Segment Open

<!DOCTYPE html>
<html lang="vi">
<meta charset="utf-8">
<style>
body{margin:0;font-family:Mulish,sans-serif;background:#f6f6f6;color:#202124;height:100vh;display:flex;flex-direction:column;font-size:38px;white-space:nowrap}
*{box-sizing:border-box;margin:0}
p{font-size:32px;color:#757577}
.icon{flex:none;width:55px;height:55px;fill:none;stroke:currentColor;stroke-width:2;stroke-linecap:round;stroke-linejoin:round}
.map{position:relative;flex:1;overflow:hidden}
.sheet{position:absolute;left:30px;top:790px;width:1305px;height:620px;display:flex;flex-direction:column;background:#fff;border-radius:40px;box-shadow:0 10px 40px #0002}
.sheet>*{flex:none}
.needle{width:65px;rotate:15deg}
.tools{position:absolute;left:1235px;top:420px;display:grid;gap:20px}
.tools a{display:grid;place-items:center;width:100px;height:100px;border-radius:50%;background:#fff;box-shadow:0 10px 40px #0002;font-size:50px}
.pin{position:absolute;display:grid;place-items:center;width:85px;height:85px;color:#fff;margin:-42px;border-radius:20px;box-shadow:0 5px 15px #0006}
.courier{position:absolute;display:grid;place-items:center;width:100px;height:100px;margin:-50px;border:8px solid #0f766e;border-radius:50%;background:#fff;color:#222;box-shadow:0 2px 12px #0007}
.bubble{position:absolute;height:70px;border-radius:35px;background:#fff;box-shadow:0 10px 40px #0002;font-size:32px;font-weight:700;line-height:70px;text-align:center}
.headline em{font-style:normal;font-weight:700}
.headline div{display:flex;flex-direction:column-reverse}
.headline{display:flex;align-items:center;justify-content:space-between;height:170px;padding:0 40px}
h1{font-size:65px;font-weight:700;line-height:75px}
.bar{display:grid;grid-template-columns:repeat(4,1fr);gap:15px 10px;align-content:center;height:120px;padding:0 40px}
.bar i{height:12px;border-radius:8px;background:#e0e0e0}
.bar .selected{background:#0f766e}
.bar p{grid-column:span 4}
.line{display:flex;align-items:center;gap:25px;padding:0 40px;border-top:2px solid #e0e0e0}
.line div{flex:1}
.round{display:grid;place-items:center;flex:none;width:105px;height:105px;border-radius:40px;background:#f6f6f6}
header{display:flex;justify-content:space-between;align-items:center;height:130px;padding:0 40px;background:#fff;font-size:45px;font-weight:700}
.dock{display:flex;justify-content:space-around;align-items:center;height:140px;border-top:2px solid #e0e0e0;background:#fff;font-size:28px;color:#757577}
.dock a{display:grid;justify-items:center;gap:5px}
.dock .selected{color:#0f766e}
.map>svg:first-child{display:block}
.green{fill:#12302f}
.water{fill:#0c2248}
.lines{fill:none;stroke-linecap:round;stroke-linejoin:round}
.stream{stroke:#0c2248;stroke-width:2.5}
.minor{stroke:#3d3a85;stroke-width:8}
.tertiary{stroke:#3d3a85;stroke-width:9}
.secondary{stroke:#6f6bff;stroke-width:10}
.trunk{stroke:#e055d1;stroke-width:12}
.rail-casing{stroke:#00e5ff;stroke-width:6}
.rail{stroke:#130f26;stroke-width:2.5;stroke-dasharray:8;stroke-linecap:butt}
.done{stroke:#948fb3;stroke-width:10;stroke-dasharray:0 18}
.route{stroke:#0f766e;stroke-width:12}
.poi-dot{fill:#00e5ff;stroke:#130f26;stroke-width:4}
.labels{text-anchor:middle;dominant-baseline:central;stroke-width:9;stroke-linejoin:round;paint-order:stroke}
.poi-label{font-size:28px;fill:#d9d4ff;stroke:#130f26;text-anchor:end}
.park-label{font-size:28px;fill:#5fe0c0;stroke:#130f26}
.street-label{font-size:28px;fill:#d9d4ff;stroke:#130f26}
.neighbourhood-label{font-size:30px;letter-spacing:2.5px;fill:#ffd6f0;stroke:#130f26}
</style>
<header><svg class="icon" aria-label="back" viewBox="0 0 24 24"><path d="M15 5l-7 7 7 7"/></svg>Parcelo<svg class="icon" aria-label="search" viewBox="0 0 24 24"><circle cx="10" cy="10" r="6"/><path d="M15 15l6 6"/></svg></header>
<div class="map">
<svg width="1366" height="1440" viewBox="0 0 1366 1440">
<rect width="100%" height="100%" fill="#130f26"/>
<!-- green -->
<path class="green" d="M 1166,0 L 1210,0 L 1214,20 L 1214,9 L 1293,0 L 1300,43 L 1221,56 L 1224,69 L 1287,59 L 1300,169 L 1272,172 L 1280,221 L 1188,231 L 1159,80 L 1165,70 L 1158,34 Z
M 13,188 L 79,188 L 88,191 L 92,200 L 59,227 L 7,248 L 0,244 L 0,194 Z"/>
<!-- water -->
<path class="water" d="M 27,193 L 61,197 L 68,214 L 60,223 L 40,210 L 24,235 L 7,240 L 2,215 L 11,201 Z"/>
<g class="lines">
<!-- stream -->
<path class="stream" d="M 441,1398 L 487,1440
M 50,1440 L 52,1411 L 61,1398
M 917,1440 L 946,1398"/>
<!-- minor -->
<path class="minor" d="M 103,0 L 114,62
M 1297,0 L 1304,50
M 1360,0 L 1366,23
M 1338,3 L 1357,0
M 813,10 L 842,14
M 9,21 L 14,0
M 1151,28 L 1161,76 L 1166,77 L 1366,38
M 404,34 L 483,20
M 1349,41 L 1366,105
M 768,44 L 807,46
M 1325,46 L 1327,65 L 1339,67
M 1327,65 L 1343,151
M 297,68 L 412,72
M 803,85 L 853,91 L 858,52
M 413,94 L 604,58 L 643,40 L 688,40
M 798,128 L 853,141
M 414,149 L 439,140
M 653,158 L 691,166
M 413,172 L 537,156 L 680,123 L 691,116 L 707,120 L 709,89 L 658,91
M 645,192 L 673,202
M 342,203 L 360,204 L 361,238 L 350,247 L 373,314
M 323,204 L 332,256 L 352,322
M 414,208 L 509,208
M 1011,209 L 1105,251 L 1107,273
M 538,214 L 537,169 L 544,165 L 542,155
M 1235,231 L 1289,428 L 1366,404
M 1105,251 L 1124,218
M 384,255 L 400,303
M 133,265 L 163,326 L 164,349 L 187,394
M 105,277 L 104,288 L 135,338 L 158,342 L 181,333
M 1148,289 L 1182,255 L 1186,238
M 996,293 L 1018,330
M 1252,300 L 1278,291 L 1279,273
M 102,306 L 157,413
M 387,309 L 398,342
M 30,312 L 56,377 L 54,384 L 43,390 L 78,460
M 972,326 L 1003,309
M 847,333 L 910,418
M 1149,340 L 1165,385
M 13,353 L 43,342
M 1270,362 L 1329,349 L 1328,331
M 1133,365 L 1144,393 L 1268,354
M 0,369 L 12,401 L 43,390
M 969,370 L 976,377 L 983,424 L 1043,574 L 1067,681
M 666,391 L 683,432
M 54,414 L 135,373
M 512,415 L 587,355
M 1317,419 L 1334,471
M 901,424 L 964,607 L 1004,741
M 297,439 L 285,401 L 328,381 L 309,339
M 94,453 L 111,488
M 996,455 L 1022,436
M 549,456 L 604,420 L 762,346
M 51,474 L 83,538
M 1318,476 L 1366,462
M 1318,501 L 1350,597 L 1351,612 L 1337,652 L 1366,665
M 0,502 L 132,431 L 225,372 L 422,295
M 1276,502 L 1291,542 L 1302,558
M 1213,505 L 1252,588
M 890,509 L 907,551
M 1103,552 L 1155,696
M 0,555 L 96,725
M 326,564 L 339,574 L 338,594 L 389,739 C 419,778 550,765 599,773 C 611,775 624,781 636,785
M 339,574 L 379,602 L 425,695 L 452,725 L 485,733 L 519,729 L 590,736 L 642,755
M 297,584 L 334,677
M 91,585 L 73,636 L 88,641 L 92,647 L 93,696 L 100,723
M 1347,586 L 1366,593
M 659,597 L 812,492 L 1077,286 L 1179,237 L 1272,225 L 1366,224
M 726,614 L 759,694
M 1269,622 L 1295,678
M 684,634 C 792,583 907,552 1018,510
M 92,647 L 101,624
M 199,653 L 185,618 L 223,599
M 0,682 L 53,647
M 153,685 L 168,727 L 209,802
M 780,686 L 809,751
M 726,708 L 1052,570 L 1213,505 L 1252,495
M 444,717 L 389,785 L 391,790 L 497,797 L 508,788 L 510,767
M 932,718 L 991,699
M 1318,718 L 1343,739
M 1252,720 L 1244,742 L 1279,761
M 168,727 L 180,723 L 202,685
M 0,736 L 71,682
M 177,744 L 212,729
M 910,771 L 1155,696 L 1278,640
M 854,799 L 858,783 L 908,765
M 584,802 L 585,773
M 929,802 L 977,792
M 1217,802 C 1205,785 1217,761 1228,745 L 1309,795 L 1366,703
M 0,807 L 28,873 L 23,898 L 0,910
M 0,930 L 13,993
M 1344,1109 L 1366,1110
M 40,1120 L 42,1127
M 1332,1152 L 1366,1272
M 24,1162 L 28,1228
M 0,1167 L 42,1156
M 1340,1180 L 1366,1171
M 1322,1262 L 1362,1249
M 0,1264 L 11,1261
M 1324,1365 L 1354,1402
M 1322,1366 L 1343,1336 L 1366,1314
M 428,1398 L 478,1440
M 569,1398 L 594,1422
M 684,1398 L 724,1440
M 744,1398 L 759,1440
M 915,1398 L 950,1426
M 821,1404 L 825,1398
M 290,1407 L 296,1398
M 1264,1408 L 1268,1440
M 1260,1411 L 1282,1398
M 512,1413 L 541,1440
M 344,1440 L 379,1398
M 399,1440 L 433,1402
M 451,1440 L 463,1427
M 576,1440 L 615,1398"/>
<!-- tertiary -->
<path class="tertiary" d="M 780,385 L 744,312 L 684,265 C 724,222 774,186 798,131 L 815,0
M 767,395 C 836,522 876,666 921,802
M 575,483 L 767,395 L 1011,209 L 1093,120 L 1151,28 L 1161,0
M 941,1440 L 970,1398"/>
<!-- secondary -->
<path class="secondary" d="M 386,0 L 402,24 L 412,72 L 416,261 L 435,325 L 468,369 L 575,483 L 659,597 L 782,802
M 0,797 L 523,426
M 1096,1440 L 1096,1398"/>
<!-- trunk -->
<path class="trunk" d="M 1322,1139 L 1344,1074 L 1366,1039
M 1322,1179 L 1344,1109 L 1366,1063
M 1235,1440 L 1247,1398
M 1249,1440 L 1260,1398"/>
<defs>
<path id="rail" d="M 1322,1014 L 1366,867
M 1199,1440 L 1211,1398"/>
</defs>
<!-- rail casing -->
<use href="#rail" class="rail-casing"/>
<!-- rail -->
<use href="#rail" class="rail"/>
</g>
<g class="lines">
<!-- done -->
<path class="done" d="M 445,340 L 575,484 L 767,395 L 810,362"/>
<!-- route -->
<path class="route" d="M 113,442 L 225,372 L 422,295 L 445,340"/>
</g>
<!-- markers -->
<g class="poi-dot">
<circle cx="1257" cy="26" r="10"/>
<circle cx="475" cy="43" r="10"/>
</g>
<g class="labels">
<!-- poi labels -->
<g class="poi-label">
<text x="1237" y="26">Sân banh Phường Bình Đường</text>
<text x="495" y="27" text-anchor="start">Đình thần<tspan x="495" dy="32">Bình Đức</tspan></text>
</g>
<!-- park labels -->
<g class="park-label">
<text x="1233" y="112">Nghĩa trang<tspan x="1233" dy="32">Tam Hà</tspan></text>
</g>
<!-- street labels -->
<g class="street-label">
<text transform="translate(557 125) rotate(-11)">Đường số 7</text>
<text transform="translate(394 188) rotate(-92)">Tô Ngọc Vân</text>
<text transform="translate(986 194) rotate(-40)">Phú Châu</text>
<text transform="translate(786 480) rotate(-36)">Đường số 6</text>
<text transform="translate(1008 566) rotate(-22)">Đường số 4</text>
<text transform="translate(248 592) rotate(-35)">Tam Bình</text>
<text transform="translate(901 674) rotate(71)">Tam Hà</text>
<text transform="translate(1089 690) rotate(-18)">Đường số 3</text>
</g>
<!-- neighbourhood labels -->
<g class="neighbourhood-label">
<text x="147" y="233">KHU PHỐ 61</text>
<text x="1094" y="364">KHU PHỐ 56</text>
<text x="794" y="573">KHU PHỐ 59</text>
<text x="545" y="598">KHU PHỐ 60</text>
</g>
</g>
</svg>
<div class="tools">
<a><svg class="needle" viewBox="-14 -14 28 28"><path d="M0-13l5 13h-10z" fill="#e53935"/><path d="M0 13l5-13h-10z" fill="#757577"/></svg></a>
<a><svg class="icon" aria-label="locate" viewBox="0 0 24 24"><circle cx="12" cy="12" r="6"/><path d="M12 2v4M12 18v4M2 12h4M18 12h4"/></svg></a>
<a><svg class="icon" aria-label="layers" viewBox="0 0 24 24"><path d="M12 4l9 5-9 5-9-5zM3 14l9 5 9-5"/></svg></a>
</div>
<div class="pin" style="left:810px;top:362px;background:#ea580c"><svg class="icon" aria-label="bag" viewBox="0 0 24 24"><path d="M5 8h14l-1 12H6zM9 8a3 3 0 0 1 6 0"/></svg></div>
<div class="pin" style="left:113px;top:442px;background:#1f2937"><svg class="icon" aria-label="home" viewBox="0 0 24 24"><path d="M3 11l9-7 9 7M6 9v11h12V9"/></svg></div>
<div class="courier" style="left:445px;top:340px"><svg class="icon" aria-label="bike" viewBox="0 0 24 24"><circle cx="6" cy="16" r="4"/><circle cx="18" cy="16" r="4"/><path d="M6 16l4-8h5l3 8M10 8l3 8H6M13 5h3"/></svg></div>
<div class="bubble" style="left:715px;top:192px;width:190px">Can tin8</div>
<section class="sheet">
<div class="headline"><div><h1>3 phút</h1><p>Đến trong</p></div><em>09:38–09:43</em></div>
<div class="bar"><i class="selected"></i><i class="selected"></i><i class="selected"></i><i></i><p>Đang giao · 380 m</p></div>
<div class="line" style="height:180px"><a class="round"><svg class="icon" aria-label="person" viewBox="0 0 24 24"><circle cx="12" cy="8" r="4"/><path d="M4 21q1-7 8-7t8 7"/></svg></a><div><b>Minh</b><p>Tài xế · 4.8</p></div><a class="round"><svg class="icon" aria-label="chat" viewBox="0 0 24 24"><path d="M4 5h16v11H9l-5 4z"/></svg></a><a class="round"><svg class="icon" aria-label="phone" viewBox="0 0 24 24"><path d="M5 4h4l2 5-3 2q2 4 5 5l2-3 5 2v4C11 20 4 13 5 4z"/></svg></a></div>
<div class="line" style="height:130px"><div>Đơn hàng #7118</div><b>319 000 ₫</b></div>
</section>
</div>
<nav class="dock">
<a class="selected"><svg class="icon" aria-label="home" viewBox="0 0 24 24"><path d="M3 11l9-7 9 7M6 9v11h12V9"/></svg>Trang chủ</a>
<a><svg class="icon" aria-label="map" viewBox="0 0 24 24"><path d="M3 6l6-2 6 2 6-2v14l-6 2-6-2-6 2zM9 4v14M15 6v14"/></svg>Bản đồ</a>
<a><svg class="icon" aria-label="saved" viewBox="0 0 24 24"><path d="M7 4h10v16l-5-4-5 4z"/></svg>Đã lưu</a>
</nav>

Segment Closed

▸ **WHAT IS NEEDED**:
All lines in the records with the string "tools" should be copied out.

▸ **FINAL ANSWER**:
.tools{position:absolute;left:1235px;top:420px;display:grid;gap:20px}
.tools a{display:grid;place-items:center;width:100px;height:100px;border-radius:50%;background:#fff;box-shadow:0 10px 40px #0002;font-size:50px}
<div class="tools">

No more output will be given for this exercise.